From banking to #banking
Social media banking is a natural sideways evolution of one-click in-app purchase functionality popularised by online retailers and hospitality services. If you can spend money with the click of a button, buy apparel through your WeChat feed or book a hotel with an Instagram “like”, why shouldn’t you be able to save and invest your money just as easily?
New fintech start-ups have created services that help users to bank and save quickly and easily, directly through their existing social media feeds.
Sumday, for example, allows you to save a small set amount of money towards your saving goals by every time you post the hashtag #sumday in on Instagram. The service not only reduces savings friction, by making saving quick and painless, it also encourages more saving though peer validation and social signalling of spending goals.
From tokenisation to transhumanism
Just as we have got used to near field communication (NFC) tap-and-go card payment technology, tokenisation is about to make spending money easier than ever before.
Tokenisation refers to using the internet of things (IoT) to enable specific objects to make specific purchases without human intervention.
For example, your washing machine could be given permission to purchase washing powder whenever the level drops to a certain point - but nothing else. Essentially, this very simple technology can convert any object into a (very limited) credit card. This technology is already available to manufactures and retailers. Visa’s Visa Ready programme, for example, provides smart product manufacturers with a way to integrate secure payments into connected devices. We will also see tokenised objects integrate with voice-activated IoT personal digital assistants, such as Google Home and Alexa to make the entire purchase experience even more seamless.

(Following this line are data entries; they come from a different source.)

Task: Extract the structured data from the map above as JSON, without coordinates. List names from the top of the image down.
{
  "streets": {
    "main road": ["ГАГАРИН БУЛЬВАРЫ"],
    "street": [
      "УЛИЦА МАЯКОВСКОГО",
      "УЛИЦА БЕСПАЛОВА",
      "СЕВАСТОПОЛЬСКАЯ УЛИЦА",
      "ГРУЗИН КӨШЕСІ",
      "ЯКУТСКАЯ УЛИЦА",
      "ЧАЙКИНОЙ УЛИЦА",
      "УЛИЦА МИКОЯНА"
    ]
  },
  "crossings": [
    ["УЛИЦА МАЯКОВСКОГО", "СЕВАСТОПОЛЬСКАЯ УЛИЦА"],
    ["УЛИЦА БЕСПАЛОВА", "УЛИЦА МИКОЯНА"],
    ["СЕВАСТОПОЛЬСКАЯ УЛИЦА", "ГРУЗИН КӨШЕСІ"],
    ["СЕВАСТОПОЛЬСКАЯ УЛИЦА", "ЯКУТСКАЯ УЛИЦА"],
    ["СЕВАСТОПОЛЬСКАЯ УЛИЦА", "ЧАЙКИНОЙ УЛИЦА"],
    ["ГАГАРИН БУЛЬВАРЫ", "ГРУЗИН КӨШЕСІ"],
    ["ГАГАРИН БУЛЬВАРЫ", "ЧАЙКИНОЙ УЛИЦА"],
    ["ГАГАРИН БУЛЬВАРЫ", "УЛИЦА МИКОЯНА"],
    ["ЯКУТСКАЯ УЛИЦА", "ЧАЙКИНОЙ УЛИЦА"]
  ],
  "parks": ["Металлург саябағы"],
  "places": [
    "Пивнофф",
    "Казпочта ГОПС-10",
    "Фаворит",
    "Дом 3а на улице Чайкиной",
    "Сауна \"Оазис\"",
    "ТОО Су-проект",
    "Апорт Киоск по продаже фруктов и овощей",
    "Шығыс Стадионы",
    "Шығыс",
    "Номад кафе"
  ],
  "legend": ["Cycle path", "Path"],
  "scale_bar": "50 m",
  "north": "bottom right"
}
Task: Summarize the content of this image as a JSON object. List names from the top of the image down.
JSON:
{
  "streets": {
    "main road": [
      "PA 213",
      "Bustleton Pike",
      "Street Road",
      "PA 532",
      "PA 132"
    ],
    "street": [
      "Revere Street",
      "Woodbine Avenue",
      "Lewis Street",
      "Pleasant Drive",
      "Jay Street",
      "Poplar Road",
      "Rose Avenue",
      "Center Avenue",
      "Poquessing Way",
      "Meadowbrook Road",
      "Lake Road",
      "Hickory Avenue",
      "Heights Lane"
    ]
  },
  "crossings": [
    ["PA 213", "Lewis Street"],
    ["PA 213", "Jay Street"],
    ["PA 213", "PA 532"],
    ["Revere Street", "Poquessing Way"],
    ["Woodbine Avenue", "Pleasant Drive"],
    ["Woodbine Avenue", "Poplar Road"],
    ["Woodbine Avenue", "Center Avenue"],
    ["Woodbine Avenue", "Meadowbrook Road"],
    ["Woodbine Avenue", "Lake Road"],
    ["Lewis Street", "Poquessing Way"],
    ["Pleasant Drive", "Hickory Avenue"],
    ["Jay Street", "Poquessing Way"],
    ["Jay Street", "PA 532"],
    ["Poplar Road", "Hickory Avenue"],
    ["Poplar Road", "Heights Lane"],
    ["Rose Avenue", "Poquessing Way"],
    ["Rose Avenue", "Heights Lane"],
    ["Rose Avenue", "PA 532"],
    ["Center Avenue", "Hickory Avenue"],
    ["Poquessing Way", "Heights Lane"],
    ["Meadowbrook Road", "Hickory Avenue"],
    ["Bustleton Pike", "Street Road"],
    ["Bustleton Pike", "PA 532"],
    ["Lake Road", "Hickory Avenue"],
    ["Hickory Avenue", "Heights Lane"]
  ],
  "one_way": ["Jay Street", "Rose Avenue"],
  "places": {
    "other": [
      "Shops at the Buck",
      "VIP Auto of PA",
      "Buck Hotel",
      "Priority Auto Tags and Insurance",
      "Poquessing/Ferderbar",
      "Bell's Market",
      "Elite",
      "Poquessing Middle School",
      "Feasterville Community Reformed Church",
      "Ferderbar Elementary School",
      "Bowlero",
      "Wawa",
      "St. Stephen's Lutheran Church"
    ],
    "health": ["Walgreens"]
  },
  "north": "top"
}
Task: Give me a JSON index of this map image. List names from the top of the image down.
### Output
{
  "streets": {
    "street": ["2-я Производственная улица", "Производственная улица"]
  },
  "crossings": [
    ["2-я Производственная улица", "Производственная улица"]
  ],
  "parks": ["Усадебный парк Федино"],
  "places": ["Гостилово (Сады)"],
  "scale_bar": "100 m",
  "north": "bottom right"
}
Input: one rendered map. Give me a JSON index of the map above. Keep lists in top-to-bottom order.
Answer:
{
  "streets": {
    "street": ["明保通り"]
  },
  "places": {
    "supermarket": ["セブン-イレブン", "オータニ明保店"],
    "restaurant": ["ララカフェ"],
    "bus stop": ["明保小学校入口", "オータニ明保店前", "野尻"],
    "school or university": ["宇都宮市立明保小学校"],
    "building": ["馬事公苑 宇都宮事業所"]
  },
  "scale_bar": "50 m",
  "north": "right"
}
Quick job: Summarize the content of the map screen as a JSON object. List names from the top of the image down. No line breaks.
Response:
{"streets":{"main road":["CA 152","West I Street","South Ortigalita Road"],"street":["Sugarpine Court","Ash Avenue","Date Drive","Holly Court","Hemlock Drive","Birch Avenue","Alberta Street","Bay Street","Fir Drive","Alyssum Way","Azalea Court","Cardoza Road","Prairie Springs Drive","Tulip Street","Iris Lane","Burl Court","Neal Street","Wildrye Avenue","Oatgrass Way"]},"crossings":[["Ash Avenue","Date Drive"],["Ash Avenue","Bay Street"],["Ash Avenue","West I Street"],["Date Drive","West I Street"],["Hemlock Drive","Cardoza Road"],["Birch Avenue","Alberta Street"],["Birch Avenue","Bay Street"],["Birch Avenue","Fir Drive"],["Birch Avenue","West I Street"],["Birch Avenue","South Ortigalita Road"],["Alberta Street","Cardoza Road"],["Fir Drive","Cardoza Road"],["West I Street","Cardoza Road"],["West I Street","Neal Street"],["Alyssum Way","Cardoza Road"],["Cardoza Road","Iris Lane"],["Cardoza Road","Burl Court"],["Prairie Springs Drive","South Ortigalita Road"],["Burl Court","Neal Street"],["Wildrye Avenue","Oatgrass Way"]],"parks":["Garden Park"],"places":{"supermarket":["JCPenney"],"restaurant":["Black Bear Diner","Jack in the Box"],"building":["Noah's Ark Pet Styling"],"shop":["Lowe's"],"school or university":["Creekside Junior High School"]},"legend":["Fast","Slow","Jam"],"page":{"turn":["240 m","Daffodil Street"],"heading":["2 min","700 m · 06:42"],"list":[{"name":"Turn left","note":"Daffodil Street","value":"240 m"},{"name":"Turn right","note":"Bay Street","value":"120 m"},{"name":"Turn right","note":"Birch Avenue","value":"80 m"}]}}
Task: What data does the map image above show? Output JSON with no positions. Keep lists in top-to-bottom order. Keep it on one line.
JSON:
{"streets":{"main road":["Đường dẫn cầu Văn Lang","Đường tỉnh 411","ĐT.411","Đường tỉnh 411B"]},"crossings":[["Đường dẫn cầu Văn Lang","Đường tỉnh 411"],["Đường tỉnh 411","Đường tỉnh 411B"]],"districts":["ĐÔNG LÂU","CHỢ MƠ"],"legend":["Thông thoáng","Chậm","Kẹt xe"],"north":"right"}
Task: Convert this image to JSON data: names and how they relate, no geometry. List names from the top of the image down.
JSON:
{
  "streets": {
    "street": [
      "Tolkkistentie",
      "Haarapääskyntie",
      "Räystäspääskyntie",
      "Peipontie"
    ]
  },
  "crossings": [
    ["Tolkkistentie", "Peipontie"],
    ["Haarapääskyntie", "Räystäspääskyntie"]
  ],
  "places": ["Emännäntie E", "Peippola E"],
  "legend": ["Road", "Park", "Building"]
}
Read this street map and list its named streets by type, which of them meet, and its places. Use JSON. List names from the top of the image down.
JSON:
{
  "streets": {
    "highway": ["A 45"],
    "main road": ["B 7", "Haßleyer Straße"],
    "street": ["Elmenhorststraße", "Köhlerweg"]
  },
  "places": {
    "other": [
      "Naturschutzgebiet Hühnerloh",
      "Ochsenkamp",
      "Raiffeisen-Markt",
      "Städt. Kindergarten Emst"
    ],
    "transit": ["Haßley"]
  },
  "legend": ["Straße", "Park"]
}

But it doesn’t stop there.
The next wave of IoT technology will see the blurring of man and machine as biometric banking is making its way into the mass market.
Cellphone manufacturers have long allowed users to pay for goods using cellphone fingerprint scanners. Eximbank allows ATM transactions and over-the-counter payments by the touch of a finger. In April 2017, MasterCard launched a world-first biometric credit card, with a built-in fingerprint reader in South Africa. And that is just the start. Soon we will get rid of credit cards altogether and replace them with physical bodies.
Soon we will be able to pay using our bodies alone. This could either take the form linking our actual bio-data, such as our retinas or fingerprints to our bank accounts, or through the use of cyborg technology in the form of smart-circuit tattoos or even microchips.
Human microchips might sound like science fiction but they are becoming reality. We have already seen employees in the US and Sweden volunteering to get microchipped by their employers at “chipping” parties.
All these technological trend drivers point to one thing: Middlemen beware
Any financial service provider that puts distance, margin or cost between consumers, their money and what they want to buy with their money should be worried.
Consumers have taken back control of their own finances.